And the newest model stove. And I'll bet you thought we were behind the times!

""

Something for all you ex Navy men (like myself).

""

And something for the animal rights activists. (no politics, just a joke)

""

Back outdoors. This is a replica of a mountain goat farm. We don't eat the goats or steal their hair. They are there for their milk. The Norwegians make a goat cheese that is cooked endlessly in a large pot (the kind you cook missionaries in) until it's brown. I'm not sure if anything (thinking sugar here) is added. The finished cheese is dark and sweet and very much used here on bread with breakfast or lunch or just a snack.

""

Here are a couple of shots of the interior. It's very authentic looking. My wife visited some of these while wandering the mountains in her youth.

""

I was going to save this one for a blog about how to sharpen you tools, but here it is anyway, lol.

""

Do you remember the childhood story?

""

Time to head for home.

I guess this turned out to be a monumental post, but I hope you got some enjoyment out of it.


----------



## webwood (Jul 2, 2009)

great tour mike , there are a few of those thatch (not sure of the term) roof buildings in the door county area in wisconsin - very cool


----------



## lilredweldingrod (Nov 23, 2009)

I love your tours of the land of my ancestors. Absolutely beautiful country. Thank you for sharing with us. 
I always enjoy your photography. You do a great job.

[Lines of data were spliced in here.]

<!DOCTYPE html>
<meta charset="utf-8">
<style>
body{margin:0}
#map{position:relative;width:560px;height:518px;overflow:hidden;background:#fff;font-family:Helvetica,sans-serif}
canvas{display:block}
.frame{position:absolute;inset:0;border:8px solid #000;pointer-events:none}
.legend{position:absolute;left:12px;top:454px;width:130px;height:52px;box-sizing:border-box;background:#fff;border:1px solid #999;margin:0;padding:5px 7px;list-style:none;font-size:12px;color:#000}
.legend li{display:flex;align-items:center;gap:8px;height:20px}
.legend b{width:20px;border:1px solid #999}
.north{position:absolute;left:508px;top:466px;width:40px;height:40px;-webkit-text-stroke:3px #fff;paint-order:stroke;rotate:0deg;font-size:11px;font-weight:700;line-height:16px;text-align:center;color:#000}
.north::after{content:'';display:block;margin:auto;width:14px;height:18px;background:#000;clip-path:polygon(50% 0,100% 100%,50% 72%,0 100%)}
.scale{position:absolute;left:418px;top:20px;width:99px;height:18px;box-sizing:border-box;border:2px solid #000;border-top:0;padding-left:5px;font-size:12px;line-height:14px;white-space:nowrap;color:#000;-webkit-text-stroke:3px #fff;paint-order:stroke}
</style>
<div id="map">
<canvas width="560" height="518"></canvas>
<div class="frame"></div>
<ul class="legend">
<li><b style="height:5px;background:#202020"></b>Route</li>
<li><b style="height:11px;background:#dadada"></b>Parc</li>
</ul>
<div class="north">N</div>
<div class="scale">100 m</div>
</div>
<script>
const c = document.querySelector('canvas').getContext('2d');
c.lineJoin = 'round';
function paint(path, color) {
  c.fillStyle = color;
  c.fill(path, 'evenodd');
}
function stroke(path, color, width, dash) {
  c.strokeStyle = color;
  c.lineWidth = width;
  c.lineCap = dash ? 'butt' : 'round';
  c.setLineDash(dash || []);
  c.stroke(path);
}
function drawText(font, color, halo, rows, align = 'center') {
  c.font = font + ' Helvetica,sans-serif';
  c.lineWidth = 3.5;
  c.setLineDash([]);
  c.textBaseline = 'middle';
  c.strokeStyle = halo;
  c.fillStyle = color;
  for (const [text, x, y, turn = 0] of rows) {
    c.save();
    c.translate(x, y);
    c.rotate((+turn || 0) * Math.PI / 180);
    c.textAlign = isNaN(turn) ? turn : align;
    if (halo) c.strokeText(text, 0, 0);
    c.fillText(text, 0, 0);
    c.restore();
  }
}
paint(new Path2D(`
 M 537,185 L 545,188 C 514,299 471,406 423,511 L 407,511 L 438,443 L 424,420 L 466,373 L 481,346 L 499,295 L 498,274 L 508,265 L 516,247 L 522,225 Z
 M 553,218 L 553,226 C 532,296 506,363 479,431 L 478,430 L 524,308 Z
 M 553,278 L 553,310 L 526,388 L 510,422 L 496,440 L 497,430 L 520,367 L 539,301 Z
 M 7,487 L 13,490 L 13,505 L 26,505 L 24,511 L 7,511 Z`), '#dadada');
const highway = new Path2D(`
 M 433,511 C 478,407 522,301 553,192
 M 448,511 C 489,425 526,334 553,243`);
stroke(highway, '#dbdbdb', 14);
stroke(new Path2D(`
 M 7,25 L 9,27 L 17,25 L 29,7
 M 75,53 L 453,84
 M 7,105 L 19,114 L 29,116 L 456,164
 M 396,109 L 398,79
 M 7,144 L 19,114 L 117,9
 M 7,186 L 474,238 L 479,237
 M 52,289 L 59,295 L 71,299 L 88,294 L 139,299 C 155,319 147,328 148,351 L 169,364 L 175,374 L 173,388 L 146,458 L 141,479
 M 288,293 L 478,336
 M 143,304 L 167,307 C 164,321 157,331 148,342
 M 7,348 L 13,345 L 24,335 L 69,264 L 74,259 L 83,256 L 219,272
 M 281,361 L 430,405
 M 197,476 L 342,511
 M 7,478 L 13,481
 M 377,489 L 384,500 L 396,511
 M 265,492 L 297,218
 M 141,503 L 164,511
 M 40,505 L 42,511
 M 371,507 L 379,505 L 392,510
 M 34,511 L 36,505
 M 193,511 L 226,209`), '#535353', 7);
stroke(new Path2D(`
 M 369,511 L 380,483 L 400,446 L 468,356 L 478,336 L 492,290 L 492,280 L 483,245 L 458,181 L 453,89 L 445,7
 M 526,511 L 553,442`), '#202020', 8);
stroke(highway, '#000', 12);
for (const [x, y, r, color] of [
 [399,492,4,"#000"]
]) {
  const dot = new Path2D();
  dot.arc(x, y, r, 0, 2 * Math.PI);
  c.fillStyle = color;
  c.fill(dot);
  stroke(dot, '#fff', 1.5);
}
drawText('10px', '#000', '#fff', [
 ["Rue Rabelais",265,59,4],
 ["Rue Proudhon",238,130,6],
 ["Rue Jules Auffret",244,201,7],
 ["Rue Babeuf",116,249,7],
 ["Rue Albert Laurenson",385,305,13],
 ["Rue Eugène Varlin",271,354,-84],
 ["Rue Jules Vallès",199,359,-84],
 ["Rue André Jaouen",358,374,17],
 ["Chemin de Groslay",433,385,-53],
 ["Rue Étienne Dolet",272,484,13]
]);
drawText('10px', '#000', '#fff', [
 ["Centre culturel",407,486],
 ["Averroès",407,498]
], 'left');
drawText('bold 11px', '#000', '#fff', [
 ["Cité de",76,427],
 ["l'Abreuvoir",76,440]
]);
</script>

Keep it up, Rand


----------



## pommy (Apr 17, 2008)

OMG Mike tho's pictures are simply stunning what beautifull secenary

Andy


----------



## NBeener (Sep 16, 2009)

Thanks so much for sharing the trip pics.

Be sure to let Keith (Kolwdwrkr) know that the artisans on the dragon cabinet DID leave SOME sort of marks that indicate hand-made dovetails ;-)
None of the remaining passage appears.